[DATASET RECORDS]

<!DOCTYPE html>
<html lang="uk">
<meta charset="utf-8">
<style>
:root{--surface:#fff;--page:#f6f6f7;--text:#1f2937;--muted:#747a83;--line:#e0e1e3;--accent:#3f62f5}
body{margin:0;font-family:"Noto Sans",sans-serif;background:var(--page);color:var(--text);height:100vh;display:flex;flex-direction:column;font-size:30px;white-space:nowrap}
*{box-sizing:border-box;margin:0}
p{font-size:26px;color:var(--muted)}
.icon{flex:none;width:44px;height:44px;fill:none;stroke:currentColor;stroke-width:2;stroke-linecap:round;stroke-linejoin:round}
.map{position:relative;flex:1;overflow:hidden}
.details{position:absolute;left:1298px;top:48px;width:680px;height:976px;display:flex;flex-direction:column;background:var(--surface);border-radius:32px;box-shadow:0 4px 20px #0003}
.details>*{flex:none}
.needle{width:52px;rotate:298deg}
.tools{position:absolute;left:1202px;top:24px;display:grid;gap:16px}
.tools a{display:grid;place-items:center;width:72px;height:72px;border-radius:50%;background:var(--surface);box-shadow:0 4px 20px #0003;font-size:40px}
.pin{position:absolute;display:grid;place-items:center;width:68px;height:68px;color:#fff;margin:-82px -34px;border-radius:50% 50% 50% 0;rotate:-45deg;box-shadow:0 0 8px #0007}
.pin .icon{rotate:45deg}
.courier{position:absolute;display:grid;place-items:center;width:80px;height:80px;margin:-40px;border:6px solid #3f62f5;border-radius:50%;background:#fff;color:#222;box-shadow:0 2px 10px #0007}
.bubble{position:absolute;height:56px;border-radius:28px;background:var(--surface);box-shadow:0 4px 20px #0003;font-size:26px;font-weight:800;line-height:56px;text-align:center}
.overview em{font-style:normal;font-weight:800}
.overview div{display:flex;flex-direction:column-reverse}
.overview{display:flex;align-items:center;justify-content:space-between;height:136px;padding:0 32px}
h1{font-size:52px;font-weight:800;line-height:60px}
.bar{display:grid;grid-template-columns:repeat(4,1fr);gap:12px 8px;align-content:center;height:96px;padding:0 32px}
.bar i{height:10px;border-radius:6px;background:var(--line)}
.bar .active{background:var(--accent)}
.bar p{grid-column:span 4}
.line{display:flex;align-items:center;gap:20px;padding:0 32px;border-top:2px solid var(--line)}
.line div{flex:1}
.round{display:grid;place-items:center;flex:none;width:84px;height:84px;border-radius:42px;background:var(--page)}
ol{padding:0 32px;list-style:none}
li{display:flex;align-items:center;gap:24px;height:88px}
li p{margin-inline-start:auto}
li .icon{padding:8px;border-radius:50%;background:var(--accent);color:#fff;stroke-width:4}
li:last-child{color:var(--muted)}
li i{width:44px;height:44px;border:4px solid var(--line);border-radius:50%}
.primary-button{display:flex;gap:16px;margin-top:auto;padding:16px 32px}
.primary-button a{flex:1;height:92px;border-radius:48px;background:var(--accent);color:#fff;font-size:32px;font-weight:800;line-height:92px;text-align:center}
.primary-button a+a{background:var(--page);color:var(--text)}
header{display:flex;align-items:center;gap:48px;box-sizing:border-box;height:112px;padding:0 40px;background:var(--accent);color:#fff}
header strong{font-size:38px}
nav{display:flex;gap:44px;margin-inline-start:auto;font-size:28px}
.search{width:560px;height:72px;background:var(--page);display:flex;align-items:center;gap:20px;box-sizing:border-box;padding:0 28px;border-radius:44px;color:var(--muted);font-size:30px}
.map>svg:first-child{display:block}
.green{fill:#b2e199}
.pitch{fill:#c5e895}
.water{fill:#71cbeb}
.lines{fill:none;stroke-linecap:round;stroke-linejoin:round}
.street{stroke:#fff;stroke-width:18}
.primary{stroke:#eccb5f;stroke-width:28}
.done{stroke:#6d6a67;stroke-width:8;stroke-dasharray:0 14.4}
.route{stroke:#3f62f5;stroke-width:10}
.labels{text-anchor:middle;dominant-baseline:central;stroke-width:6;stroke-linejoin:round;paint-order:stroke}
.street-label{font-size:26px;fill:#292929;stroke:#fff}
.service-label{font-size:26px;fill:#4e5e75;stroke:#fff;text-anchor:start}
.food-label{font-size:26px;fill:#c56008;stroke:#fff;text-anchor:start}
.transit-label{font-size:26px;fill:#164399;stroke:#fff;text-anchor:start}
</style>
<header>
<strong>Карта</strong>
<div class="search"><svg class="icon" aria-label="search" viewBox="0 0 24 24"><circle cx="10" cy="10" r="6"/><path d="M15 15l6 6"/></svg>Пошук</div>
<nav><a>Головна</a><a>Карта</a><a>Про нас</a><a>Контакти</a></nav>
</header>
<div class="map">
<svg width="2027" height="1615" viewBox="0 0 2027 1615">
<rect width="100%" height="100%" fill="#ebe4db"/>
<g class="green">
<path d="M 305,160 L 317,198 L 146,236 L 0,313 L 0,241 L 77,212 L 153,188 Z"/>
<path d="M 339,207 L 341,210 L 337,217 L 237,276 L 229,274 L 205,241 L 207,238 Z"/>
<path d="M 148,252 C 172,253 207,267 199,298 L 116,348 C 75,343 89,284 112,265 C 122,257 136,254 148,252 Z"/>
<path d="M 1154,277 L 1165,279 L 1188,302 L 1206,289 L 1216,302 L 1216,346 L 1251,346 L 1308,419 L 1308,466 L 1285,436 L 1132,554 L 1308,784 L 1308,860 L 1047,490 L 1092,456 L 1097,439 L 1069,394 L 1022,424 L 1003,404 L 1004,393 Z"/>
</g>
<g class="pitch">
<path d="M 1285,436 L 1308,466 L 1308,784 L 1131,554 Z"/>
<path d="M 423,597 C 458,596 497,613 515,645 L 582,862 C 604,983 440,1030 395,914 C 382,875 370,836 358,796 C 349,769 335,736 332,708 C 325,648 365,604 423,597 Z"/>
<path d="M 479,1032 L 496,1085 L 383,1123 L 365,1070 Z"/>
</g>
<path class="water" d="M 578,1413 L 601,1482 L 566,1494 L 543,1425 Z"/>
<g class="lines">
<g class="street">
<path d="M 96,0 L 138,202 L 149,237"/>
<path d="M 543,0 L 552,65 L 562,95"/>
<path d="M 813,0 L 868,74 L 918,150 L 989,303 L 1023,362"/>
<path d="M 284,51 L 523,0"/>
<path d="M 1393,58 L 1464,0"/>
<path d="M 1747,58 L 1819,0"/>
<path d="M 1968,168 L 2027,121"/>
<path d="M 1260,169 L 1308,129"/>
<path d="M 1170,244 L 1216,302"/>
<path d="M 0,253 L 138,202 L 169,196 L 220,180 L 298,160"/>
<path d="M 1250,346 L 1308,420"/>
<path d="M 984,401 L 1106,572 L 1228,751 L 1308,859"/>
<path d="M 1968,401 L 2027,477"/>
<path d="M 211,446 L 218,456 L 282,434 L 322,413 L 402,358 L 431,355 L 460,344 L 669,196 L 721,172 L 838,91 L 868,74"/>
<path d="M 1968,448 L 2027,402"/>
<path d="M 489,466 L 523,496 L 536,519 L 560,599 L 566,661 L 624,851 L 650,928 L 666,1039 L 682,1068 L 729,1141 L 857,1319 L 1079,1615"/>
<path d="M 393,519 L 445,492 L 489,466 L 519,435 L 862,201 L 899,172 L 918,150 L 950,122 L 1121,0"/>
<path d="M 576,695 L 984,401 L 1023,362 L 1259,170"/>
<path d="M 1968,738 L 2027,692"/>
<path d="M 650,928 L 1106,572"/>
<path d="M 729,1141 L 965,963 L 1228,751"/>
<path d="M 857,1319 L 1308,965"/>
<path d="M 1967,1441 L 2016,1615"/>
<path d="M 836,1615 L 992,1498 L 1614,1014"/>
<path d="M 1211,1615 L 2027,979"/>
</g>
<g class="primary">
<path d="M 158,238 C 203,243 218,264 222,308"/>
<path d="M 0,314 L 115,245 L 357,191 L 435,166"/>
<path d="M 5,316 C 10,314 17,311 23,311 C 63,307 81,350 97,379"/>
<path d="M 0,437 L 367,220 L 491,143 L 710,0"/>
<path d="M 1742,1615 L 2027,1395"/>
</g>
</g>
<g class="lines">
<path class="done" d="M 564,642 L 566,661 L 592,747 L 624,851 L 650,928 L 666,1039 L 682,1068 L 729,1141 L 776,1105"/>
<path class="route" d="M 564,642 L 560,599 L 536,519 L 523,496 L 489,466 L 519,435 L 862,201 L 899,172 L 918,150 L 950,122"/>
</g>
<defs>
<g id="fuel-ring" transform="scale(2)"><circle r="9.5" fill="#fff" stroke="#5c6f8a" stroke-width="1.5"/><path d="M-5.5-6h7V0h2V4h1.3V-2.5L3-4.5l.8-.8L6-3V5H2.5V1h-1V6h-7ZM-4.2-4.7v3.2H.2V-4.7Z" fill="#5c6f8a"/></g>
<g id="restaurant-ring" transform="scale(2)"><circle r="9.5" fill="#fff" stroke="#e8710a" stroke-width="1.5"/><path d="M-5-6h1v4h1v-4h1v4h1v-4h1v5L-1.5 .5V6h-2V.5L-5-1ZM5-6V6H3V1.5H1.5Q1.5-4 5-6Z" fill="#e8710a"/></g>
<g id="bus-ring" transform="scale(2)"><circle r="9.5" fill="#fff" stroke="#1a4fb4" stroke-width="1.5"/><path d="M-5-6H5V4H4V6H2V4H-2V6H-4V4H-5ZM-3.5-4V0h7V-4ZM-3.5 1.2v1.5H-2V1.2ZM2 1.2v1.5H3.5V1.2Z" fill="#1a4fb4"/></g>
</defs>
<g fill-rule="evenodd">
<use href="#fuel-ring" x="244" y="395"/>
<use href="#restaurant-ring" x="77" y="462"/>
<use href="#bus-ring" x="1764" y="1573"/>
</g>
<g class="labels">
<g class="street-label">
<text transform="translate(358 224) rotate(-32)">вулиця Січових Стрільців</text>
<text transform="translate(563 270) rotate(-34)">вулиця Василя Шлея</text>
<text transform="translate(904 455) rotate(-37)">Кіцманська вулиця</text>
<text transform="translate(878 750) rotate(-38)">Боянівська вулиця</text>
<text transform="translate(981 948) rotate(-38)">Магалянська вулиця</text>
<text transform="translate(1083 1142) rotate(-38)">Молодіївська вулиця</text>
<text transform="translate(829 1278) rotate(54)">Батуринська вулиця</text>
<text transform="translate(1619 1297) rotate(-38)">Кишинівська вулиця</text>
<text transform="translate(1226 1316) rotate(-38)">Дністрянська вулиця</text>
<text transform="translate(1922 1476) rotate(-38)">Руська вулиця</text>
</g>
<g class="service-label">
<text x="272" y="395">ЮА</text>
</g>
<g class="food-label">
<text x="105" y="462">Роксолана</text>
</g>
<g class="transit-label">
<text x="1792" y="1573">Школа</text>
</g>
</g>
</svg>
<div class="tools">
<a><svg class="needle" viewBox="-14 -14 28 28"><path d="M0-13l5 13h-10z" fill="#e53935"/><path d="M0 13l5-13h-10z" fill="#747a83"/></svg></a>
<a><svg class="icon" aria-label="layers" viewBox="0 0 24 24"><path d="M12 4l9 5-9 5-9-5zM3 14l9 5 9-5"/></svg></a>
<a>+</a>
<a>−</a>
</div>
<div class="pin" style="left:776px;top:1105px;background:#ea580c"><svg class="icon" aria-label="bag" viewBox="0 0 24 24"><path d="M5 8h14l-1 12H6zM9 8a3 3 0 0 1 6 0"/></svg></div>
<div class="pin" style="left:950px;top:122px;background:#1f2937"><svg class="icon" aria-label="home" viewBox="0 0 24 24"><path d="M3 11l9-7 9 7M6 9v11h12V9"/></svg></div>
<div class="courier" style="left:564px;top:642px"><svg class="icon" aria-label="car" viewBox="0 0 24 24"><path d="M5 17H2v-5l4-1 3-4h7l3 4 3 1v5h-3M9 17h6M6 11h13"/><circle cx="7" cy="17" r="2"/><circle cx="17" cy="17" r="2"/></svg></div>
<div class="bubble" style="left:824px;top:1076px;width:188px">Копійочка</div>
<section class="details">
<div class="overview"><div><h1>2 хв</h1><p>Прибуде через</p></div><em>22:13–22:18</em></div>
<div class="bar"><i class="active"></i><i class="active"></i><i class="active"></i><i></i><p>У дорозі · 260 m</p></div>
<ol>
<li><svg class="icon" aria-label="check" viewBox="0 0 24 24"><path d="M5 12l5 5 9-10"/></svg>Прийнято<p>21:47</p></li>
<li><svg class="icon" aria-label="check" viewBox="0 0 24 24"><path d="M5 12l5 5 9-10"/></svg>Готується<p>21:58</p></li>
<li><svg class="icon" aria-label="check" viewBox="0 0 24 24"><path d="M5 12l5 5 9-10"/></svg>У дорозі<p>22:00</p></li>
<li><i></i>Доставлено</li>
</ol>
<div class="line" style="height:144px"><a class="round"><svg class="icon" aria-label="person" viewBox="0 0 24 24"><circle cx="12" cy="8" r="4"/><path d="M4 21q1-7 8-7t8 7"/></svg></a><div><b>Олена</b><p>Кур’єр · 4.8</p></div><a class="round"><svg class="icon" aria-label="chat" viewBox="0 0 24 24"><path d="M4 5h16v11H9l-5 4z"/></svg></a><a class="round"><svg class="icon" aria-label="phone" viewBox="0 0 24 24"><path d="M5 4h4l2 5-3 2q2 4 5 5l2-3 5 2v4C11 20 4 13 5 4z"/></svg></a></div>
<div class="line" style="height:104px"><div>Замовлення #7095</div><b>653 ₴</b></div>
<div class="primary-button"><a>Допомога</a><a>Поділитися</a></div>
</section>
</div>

[INSTRUCTIONS FOR THE TASK] Across the records above, return every line that contains the word "space".

[OUTPUT OF THE TASK]
body{margin:0;font-family:"Noto Sans",sans-serif;background:var(--page);color:var(--text);height:100vh;display:flex;flex-direction:column;font-size:30px;white-space:nowrap}
.overview{display:flex;align-items:center;justify-content:space-between;height:136px;padding:0 32px}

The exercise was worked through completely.